Clark Estate
Paul Wellman

CITY LAGS: Santa Barbara used to be considered to be on the cutting edge of progressive city management. Now it’s looking more like a dull spoon.

The latest cringing reaction to the drought is rather than saving 1,000 precious acre-feet of water a year by banning lawn sprinkling, the City Council majority prefers to roll the dice. It’s taking a high-risk chance that we may not need the water. Maybe.

Barney Brantingham

Cachuma is not much more than a mud puddle. Desal, the promise of which so many have knelt in religious-like devotion, is fading like a Mojave Desert mirage.

It’s coming. It’s coming this fall, we were told. Well, no. Delayed again. Maybe January, but as colleague Nick Welsh wrote, that’s looking “iffier and iffier.”

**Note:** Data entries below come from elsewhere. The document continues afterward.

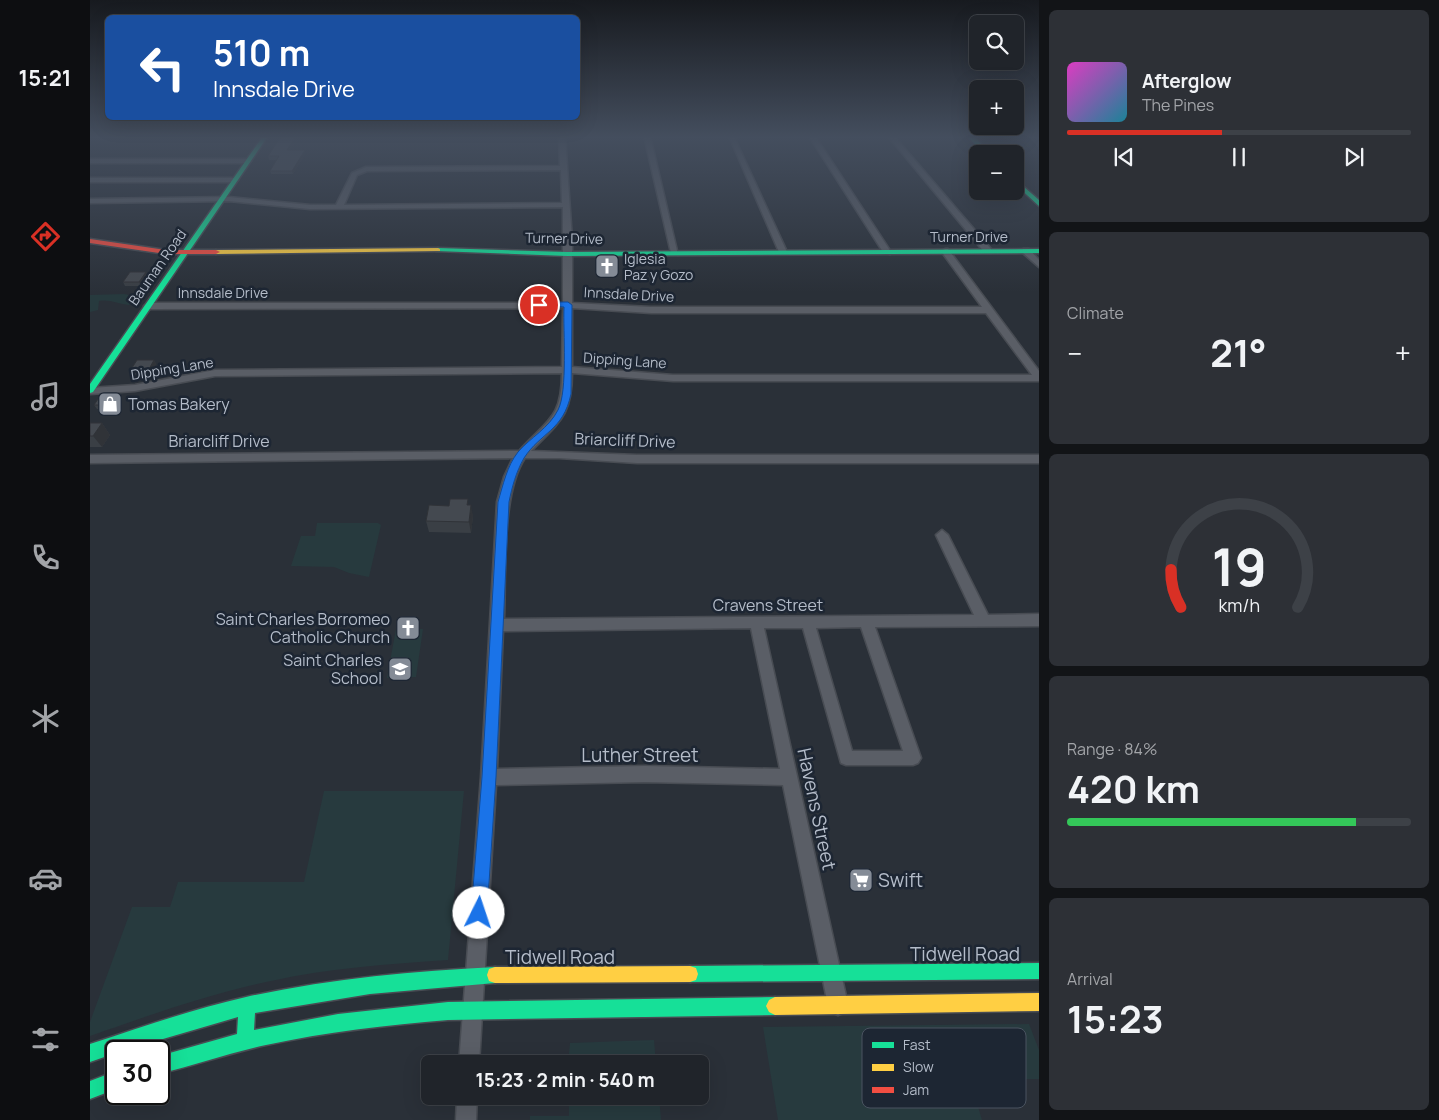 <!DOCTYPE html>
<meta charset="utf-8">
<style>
body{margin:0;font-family:Manrope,sans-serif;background:#2d3036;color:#f1f3f6;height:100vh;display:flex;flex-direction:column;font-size:19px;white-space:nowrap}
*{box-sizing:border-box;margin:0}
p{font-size:16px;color:#a2a4a8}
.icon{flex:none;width:28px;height:28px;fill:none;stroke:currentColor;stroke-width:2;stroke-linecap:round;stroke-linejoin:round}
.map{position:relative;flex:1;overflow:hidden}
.details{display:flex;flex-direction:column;gap:10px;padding:10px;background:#121417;width:400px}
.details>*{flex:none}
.hud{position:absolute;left:15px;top:15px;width:475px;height:105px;border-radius:8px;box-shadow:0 5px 20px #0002,0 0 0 1px #3d4147;background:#1a4fa0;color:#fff;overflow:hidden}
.tools{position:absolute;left:879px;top:15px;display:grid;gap:10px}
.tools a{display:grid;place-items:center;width:55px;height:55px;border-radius:8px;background:#20242a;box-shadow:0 5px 20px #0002,0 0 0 1px #3d4147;font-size:25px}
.speed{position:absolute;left:15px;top:1040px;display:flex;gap:10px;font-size:25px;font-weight:700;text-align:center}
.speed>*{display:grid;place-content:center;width:65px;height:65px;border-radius:50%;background:#20242a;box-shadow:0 5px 20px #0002,0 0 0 1px #3d4147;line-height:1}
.speed .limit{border:2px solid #111;border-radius:8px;background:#fff;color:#111}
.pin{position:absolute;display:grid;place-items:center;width:42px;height:42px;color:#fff;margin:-21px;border:2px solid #fff;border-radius:50%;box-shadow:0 1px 5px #0007}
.me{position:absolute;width:55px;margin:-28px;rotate:4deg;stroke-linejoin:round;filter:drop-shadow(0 0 4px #0008)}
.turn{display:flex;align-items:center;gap:18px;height:105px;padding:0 25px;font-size:22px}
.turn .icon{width:65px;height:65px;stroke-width:2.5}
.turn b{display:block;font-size:35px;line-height:42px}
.big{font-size:38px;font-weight:700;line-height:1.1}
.details .tile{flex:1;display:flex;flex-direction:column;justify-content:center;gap:8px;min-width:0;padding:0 18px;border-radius:8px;background:#2d3036}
.details .dial{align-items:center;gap:0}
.dial svg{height:130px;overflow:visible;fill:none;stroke:#3d4147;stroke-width:7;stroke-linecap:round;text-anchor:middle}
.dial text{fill:#f1f3f6;stroke:none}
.song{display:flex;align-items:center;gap:15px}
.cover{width:60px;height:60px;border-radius:8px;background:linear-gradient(135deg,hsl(310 70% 55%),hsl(190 70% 35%))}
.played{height:5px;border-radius:2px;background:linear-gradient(90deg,#d93025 45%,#3d4147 45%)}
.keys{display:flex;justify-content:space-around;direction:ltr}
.heat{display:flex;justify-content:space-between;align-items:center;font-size:28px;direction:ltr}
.charge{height:8px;border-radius:4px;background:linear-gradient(90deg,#34c759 84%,#3d4147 0)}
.trip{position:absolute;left:331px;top:1055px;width:288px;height:50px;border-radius:8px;background:#20242a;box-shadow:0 5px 20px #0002,0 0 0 1px #3d4147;font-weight:700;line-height:50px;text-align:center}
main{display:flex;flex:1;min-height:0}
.tab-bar{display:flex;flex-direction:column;width:90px;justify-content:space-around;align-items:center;background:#0d0e11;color:#a2a4a8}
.tab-bar .icon{width:35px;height:35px}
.tab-bar .on{color:#d93025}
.tab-bar b{font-size:22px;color:#f1f3f6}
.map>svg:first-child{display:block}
.green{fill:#273a3e}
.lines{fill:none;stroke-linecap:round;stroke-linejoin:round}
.street-casing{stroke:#484c53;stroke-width:3}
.fast-casing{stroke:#484c53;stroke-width:3}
.slow-casing{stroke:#484c53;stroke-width:3}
.jam-casing{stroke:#484c53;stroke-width:3}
.street{fill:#5a5e66;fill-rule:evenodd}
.fast{fill:#16e098;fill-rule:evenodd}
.slow{fill:#ffcf43;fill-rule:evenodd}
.jam{fill:#f24e42;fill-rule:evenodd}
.wall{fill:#3a3f45}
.shaded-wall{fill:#303338}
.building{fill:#444950;stroke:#303338}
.route{fill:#1a73e8;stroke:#114b97}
.labels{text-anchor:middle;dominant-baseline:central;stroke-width:5;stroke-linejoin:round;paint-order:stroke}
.far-street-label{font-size:14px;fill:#b4bcc9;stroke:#1d2633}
.far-poi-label{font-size:14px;fill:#b4bcc9;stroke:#1d2633;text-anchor:start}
.poi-label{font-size:16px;fill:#b4bcc9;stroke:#1d2633;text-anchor:end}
.street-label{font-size:16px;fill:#b4bcc9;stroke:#1d2633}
.near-street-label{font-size:19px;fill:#b4bcc9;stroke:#1d2633}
.near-poi-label{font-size:19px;fill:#b4bcc9;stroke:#1d2633;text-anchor:start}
.key{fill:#1d2633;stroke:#4a5360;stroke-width:1}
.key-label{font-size:14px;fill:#b4bcc9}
</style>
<main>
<nav class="tab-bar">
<b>15:21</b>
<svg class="icon on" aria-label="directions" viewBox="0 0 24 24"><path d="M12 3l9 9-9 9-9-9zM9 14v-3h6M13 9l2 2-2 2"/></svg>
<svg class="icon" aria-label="music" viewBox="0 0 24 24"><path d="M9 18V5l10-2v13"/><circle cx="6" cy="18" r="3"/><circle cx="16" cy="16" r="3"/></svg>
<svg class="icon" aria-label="phone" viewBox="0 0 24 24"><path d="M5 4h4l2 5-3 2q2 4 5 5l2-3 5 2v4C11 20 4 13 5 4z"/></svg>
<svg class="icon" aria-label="climate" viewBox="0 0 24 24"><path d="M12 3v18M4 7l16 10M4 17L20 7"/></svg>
<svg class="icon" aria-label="car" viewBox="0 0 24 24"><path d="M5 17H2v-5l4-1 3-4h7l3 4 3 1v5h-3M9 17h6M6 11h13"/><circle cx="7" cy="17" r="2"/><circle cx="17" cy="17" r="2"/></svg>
<svg class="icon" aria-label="filters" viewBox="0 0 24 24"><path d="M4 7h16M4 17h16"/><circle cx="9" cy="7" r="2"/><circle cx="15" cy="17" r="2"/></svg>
</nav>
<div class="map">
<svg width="949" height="1120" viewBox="0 0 949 1120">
<rect width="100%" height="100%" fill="#2a3038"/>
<path class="green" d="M34,294l10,2 2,2 -7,7c-10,-1 -20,-6 -30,-4l-1,9 -8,2v-17z
M227,523h61l3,2 -12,52 -20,-4 -15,-6 -43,-1 10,-30h14z
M306,629h27l-7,48 -29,1z
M234,791h140l-16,169c-60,4 -119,8 -177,21 -62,13 -121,34 -181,55v-14l42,-115h38l8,-25h126z
M939,1024l10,26v29l-69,1 12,40h-204l-15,-93z
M564,1040l2,24h-88l2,-21z
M479,1096h90l2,24h-131v-4h39z"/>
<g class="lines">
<g class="street-casing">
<path id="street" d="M469,136h6l7,104v63l79,4h331l-41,-56 4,-2h3l91,122v10h-366l-101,-8c0,43 -13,49 -41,78l106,4h402v8h-402l-78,-5h-34c-24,35 -19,118 -21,161l470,-4 -38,-80 6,-5 6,5 40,80 51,-1v12l-164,1 46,131 -3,5 -5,2h-67l-5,-2 -38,-135h-39l84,377 -3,7 -7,3 -7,-3 -3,-7 -45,-220 -138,-3 -149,3 -17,279h-20l22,-287 16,-275 7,-25 9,-19 -423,5v-8l429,-4c28,-31 43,-32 43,-78l-347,3 -80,15 -45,3v-6l45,-3 80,-15 347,-3 1,-59 -415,1 -4,-3 4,-3h415v-96l-253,2 -81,-8 -139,2v-4l139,-2 81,8h26l16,-32 14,-6 194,-1zM471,170l1,33 -218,2 13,-30 10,-4zM482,308l79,5h335l46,62h-359l-101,-8zM771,627l42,124h-51l-36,-123zM661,628l29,141 -135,-3 -148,3 6,-138z
M554,136h6l28,119 -7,-2z
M639,136l5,1 53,115 -1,2 -7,-2z
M719,136h6l76,116 -1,2 -7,-2z
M798,136h6l97,113v4h-6z
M0,159h158l3,2 -3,2h-158z
M0,178h145l3,2 -3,2h-145z
M933,249h6l10,11v7l-16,-14z
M367,1096h20l-1,24h-20z"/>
</g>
<g class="fast-casing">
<path id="fast" d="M173,136h5l-175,256 -3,1v-9z
M877,136h6l17,16 14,2h-19z
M925,179l24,21v6l-24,-22z
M348,248l129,4 472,-3v4l-472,3 -131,-5v-2z
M949,963v16l-349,3 -6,-2 -2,-6 2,-6 6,-2z
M405,967l6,2 2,6 -2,6 -6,2 -125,11 -115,19 -1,17 84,-16 110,-12 327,-5 6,3 3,6 -3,6 -6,3 -327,5c-61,5 -122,12 -182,25 -36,8 -71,20 -107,29v-18l78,-22 1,-17 -116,34h-6v2l-26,9v-18c52,-17 103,-35 156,-47 82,-18 166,-26 249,-30z
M26,1071v18l-26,10v-18z"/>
</g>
<g class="slow-casing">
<path id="slow" d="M945,136h4v2l-4,-1z
M348,248l2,1v2l-224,3 -4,-2 4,-2z
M600,966l6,2 2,6 -2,6 -6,2 -195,1 -6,-2 -2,-6 2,-6 6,-2z
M949,993v18l-264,4 -6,-3 -3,-6 3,-6 6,-3z"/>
</g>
<g class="jam-casing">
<path id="jam" d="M0,239l76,11h50l4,2 -4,2h-50l-76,-11z"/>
</g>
<use href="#street" class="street"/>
<use href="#fast" class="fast"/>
<use href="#slow" class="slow"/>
<use href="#jam" class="jam"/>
</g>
<path class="wall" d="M196,136h12v1l-8,13h15v4l-12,20h-22l-1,-3 7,-11h-8l-1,-4z
M56,272l2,4 -7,10h-16l-2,-4z
M64,360l2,4 -6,11h-17l-3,-4z
M32,400l-5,9h-20l-3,-4z
M0,423h12l8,12 -8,12h-12z
M379,505l4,11 -2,17 -42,-1 -3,-11 23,-15z"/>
<path class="shaded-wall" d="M206,136h2v1l-10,17 -1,-4z
M215,150v4l-12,20 -1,-3z
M56,272l2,4 -7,10 -2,-4z
M64,360l2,4 -6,11 -2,-4z
M30,396l2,4 -5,9 -3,-4z
M12,423l8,12 -8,12 -9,-11z
M381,505l2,11 -2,17 -2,-11z"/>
<path class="building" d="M196,136h10l-9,14h18l-13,21h-22l9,-15h-11l12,-18h4z
M40,272h16l-7,10h-16z
M47,360h17l-6,11h-18z
M10,396h20l-6,9h-20z
M0,423h12l-9,13h-3z
M360,499h18l-1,6h4l-2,17 -43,-1 3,-16 20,1z"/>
<linearGradient id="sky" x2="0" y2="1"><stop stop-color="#171a1f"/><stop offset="0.47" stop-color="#444e5e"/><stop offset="1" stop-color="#444e5e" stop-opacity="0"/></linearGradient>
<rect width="949" height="292" fill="url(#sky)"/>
<path class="route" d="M449,302h29l4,3 -1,89c-8,37 -30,38 -47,64 -8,14 -12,29 -15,44l-13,275 -9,136 -2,6 -6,2 -6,-2 -2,-6 11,-136 16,-275c5,-17 9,-36 20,-50 12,-14 31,-24 40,-42 10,-19 5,-79 6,-103l-28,-1v-3z"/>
<defs>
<g id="church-square" transform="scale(1.25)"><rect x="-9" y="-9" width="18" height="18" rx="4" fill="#848b96" stroke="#1d2633"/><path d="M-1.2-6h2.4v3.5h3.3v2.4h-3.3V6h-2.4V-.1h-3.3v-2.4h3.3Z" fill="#fff"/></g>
<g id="shop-square" transform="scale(1.25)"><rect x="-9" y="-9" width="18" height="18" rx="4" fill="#848b96" stroke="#1d2633"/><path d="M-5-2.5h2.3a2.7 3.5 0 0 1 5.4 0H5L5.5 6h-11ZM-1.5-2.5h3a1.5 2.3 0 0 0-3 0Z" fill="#fff"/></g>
<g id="school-square" transform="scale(1.25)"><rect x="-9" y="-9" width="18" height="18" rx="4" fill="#848b96" stroke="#1d2633"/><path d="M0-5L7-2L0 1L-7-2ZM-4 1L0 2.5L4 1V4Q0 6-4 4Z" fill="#fff"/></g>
<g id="supermarket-square" transform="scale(1.25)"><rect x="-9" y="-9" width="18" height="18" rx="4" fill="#848b96" stroke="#1d2633"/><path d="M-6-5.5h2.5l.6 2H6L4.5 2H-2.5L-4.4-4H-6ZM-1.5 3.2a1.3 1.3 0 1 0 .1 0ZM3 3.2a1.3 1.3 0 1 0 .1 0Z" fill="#fff"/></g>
</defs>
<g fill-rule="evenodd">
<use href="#church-square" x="517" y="266"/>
<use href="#shop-square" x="20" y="404"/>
<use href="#church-square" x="318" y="628"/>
<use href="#school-square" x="310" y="669"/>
<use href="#supermarket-square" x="771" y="880"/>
</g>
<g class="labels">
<g class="far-street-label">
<text x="879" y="236">Turner Drive</text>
<text transform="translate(474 238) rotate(1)">Turner Drive</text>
<text transform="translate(67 267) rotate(-55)">Bauman Road</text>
<text x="133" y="292">Innsdale Drive</text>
<text transform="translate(539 294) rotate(3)">Innsdale Drive</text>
<text transform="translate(535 360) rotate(4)">Dipping Lane</text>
<text transform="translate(82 368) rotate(-9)">Dipping Lane</text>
</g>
<g class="far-poi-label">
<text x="534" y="258">Iglesia<tspan x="534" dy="16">Paz y Gozo</tspan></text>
</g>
<g class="poi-label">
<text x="38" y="404" text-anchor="start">Tomas Bakery</text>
<text x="300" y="619">Saint Charles Borromeo<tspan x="300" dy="18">Catholic Church</tspan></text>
<text x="292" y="660">Saint Charles<tspan x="292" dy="18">School</tspan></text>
</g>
<g class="street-label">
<text transform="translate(535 440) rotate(2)">Briarcliff Drive</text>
<text x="129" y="441">Briarcliff Drive</text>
<text x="678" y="605">Cravens Street</text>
</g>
<g class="near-street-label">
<text x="550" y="755">Luther Street</text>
<text transform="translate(727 809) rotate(78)">Havens Street</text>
<text x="875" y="954">Tidwell Road</text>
<text x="470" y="957">Tidwell Road</text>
</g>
<g class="near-poi-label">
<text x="788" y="880">Swift</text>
</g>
</g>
<rect x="772" y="1028" width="164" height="80" rx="8" class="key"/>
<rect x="782" y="1042" width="22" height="6" fill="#16e098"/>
<rect x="782" y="1064" width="22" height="7" fill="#ffcf43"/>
<rect x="782" y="1087" width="22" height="6" fill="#f24e42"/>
<g class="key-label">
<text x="813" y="1050">Fast</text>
<text x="813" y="1072">Slow</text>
<text x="813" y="1095">Jam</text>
</g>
</svg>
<div class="tools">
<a><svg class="icon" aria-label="search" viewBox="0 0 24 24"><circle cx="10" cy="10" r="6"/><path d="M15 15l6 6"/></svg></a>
<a>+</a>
<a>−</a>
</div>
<div class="speed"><div class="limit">30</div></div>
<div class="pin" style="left:449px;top:305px;background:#d93025"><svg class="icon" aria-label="arrive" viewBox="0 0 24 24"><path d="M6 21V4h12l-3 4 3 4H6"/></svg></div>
<svg class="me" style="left:389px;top:913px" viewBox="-20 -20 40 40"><circle r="19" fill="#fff"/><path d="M0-13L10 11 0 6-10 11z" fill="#1a73e8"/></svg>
<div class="trip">15:23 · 2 min · 540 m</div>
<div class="hud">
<div class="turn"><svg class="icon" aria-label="left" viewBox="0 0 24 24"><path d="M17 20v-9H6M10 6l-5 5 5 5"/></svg><div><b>510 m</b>Innsdale Drive</div></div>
</div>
</div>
<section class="details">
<div class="tile">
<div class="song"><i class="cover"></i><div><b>Afterglow</b><p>The Pines</p></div></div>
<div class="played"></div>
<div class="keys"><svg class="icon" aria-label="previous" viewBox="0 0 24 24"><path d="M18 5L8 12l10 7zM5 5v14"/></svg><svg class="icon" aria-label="pause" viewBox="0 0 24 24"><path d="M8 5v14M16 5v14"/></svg><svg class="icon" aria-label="next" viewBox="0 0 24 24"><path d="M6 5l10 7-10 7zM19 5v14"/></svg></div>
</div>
<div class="tile"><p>Climate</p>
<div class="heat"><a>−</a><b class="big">21°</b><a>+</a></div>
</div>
<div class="tile dial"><svg viewBox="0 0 100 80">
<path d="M14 69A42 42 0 1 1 86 69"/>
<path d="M14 69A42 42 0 0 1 8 46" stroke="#d93025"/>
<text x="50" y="56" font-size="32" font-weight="700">19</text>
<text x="50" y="72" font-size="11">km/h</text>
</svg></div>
<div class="tile"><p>Range · 84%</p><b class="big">420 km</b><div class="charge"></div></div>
<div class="tile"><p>Arrival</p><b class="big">15:23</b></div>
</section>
</main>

Judging by how Santa Barbarans reacted during the last drought, I know they’d respond like good citizens to a sprinkling ban. There were no “water police” then, and no need for them now.

Why do I get the feeling that some on the council don’t want to stir up the voters, the real estate market, and tourists with a ban?

CITY GETS A D: The American Lung Association has flunked Santa Barbara’s smoking laws with a big fat D, while awarding county government and Carpinteria with Bs.

In this health-conscious era, you’d think the City Council would react to our serious shortcomings with alarm, but no. Our fellow cities of Goleta, Buellton, Santa Maria, and Lompoc have banned smoking at beaches and parks, but not Santa Barbara. Our smoking ordinance is also way out of sync with state law, according to the Lung Association.

Showing little concern about the risks of lung cancer that bar patrons face, some on the council voiced sympathy for bar owners, who pleaded that outdoor smoking there not be restricted. Business might be hurt, they argued (although perhaps not at cancer wards).

The council kicked the issue of updating the smoking ordinance off to the dubious consideration of its ordinance committee.

BELLOSGUARDO: Death and taxes ​— ​long after Huguette Clark’s death in 2011, her tax problems remain alive and kicking.

Two years after a board of directors was named to operate the nonprofit arts foundation that Clark dreamed of locating at her mansion high above East Cabrillo Boulevard, her estate is still not settled.

Huguette Clark, worth an estimated $300 million, wrote checks with abandon, showering friends and others with millions of dollars, but she died owing the IRS $16 million-$18 million in gift-tax penalties. The Bellosguardo Foundation wants the IRS to forgive the penalties. After all, it is a charitable foundation.

Mayor Helene Schneider has been mum about what’s going on. Meanwhile, the months pass with no word. When I asked Schneider recently, she replied, “No secrecy, just no news unfortunately. I wish there was! The estate is still dealing with lingering tax issues.”

The 23-acre ocean-bluff Bellosguardo property, next to the Santa Barbara Cemetery, is not city owned. The Clark Estate court settlement set up a board of trustees and authorized Mayor Schneider to appoint most members. They long since have been approved by the New York attorney general.

BODIES AND BLOOD: There’s one word to describe William Shakespeare’s play Macbeth, and that’s “thriller.” In the Ensemble Theatre Company’s current production at the New Vic, lust for power turns into bloodlust. Jamison Jones, as Macbeth, and Kathryn Meisle, as Lady Macbeth, are superb, a treat for the theatergoer. The play runs through Sunday, October 16.

MAN WITH A HORN: It had been a long day for trumpeter Wynton Marsalis: a morning concert at the Granada for 1,400 kids, then taking his Jazz at Lincoln Center Orchestra to schools around town to mentor students, then a sold-out concert at the Granada, and finally a VIP reception upstairs.

You’d think he’d duck in, hastily press the flesh with a few local music lovers, and duck back out. But no ​— ​looking fresh and relaxed, he moved around the room, first greeting birthday girl Celesta Billeci, UCSB Arts & Lectures executive director, and Sara Miller McCune, concert cosponsor.

Then Marsalis circulated, shaking hands and posing with folks for photos, and he was last seen surrounded by fans, including a young boy ​— ​star of tomorrow? ​— ​holding a trumpet.

Asked why he liked to play in Santa Barbara so often, Marsalis replied: “What’s not to like?”